Can you add Bengali in Deep Speech Languages? I think it is important!
With 228 million Native Users and 37 million second-language speakers, Bengali is the fifth most-spoken native language and the seventh most spoken language by the total number of speakers in the world. Ref: Bengali language

As it is my native language, I will be able to support you.
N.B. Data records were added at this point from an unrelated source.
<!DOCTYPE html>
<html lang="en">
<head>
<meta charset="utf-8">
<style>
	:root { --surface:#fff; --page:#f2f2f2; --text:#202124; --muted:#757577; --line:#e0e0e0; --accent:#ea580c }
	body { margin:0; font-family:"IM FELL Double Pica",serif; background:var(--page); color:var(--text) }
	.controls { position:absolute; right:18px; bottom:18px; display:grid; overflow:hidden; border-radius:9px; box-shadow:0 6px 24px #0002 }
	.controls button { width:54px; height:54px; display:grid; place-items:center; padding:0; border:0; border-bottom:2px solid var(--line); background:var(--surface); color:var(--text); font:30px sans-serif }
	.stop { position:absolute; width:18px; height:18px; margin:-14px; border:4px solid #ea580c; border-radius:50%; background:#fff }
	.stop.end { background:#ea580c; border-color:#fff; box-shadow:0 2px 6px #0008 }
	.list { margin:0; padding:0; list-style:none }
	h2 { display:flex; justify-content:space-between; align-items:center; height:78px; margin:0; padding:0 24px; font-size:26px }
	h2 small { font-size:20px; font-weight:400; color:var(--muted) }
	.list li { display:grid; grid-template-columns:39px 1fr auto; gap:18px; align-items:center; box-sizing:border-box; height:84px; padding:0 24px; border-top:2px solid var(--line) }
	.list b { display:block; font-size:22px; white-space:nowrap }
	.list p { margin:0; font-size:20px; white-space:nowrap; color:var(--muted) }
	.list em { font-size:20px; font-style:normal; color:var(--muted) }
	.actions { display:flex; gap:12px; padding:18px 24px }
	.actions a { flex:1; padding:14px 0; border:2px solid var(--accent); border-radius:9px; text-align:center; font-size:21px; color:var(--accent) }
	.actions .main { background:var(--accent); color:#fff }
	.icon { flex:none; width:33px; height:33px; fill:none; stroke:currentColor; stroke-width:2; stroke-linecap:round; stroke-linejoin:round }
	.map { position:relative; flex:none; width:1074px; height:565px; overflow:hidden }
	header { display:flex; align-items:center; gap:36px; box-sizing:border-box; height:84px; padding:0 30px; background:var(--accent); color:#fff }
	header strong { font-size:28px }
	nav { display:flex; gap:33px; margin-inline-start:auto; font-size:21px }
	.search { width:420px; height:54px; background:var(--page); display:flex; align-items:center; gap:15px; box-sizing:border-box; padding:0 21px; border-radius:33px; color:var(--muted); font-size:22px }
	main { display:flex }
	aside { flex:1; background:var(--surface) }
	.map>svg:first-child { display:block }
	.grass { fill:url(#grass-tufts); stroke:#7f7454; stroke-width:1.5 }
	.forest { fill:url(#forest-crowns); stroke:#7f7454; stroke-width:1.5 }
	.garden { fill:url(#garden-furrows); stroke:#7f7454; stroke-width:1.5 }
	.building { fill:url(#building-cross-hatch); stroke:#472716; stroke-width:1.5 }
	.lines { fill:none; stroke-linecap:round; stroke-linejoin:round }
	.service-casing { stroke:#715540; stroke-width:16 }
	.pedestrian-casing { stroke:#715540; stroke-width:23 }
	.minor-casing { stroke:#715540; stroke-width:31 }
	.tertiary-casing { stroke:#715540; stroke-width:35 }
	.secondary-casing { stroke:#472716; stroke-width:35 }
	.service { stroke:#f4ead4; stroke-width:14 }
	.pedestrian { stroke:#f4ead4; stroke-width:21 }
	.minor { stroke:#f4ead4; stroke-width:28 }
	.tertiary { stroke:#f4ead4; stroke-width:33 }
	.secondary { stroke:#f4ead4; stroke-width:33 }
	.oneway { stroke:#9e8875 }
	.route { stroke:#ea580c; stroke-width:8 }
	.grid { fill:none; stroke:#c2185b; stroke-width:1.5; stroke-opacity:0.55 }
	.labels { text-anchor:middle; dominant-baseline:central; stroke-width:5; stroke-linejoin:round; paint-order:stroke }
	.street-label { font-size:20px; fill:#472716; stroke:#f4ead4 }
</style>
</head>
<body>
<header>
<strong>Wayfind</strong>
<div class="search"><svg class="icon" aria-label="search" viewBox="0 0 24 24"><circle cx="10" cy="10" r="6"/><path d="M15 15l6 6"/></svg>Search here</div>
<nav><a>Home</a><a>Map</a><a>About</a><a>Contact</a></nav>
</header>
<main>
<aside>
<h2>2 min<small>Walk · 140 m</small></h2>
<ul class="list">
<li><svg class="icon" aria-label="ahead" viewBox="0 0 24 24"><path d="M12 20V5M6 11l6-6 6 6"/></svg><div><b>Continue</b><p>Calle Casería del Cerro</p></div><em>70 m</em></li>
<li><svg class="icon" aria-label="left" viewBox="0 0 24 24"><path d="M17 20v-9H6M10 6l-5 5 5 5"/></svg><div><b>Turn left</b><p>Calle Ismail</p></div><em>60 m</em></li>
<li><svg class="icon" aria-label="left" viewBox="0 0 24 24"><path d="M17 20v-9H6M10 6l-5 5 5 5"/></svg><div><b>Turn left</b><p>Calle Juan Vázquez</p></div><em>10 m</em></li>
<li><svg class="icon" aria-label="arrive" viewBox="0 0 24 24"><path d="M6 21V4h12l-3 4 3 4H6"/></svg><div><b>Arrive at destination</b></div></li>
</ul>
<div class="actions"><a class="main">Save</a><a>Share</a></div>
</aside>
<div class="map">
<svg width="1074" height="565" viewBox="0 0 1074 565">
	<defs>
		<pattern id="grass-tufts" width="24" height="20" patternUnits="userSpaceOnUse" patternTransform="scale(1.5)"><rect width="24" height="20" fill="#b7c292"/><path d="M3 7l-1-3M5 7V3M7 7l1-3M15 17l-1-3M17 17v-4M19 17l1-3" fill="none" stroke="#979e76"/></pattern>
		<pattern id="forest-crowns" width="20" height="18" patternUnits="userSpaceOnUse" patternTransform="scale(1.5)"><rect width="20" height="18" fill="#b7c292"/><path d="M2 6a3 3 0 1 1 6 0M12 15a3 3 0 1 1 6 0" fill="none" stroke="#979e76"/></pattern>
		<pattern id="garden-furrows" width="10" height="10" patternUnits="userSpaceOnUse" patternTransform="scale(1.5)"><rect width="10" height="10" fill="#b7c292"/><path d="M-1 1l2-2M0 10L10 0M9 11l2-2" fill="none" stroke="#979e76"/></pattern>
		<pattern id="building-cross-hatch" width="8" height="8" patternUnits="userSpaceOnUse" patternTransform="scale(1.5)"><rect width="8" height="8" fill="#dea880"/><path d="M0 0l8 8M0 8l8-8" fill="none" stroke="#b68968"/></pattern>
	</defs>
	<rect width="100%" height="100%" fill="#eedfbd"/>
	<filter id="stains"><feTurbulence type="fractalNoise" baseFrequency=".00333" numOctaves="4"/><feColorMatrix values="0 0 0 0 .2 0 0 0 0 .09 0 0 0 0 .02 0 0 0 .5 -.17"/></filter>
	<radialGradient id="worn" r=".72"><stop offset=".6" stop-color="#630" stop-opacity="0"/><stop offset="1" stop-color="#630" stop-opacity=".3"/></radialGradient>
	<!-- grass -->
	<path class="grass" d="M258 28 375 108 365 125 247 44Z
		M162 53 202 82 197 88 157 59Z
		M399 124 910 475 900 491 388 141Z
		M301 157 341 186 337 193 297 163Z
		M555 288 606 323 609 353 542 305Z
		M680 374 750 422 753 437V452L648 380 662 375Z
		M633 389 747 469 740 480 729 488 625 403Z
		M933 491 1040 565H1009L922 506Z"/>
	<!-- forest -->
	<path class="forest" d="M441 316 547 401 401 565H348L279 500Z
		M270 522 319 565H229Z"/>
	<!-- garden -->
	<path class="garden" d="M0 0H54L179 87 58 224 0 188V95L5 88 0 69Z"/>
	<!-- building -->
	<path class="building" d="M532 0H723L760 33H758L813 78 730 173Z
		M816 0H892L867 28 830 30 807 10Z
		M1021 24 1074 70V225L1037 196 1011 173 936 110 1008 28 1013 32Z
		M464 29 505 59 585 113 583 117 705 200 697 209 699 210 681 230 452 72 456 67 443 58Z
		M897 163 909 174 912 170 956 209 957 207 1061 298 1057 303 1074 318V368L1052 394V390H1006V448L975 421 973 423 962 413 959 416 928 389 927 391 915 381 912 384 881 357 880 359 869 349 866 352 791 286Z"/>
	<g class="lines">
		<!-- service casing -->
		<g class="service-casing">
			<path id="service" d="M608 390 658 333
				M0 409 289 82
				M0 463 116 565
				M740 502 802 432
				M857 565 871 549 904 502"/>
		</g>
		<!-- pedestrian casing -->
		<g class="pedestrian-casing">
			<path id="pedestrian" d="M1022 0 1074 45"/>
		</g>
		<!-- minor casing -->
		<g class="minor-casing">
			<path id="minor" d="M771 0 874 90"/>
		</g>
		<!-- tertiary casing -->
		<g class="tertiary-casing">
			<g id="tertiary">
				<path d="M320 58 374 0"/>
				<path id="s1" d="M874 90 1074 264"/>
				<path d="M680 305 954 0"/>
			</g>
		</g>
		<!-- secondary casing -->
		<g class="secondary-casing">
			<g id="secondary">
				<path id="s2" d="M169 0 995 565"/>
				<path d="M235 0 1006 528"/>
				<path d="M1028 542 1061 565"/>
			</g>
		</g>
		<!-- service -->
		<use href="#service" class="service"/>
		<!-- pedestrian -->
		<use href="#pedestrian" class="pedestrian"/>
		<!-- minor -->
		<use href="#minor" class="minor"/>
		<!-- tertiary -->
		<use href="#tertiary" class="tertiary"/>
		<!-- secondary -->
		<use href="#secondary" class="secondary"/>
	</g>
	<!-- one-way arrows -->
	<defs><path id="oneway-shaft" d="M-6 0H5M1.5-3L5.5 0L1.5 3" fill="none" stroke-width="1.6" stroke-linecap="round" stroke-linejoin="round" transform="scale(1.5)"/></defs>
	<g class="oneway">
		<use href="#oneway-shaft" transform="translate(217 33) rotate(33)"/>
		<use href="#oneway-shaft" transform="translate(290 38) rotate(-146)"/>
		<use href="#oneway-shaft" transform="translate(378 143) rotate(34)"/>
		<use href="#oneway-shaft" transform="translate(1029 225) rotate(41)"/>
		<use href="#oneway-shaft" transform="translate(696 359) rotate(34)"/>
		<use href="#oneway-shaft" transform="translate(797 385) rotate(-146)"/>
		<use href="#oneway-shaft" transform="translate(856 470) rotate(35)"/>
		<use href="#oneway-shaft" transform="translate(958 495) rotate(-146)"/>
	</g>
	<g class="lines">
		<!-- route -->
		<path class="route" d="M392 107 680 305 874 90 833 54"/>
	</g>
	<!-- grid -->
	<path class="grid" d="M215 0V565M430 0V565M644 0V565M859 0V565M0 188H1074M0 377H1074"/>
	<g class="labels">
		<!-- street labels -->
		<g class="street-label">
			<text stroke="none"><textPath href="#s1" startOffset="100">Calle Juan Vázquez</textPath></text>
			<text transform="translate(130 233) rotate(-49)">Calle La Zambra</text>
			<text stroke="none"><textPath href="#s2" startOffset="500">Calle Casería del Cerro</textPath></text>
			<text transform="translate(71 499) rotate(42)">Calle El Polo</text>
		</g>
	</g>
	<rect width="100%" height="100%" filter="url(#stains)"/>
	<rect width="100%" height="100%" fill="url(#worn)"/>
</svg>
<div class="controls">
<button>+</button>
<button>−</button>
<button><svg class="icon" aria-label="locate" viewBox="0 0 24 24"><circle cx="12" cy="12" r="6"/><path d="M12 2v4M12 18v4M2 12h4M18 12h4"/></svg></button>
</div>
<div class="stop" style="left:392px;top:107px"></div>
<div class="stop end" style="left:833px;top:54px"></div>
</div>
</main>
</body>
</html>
Let me know how can I help in the process.

nukeador · April 30, 2020, 11:10am

Bengali is already in progress for localization

https://pontoon.mozilla.org/bn/common-voice/

I see there are only 598 sentences from our sentence collector and no existing efforts to get wikipedia sentences (this should come first).

Please see this topic for reference:

mm.crjx · May 28, 2020, 1:51pm

@nukeador I have started the process of extracting sentences from the wiki dump. The repo is here. I would need some help to figure out the language rules and blacklist. I think the issue is common-voice-wiki-scraper treating . as a sentence terminator, which is not the case in Bengali. Even the bengali common voice website has issues. How to I reach to the translators? Should I open issues in voice-web? May be this is asking for too much but a riot channel(like the other common voice communities) for the contributors would help this effort a lot. How do I go about that?

nukeador · May 28, 2020, 2:18pm

You can ask about the rules on the sentence extractor topic or on the matrix room about the tool.

You can reach out Bengali localizers and reviewers from

https://pontoon.mozilla.org/bn/common-voice/contributors/

mm.crjx · June 30, 2020, 8:43pm

I have made some progress regarding scraping bn.wiki, a more or less complete rules(bn.toml) file has been created with help from @mkohler. Although it is only generating 410-20 sentences from 90k articles on Bengali Wikipedia. Which seems low compared to the 4.5k sentences out of 139k articles on Hindi Wikipedia. Maybe its an issue with the sentence tokeniser.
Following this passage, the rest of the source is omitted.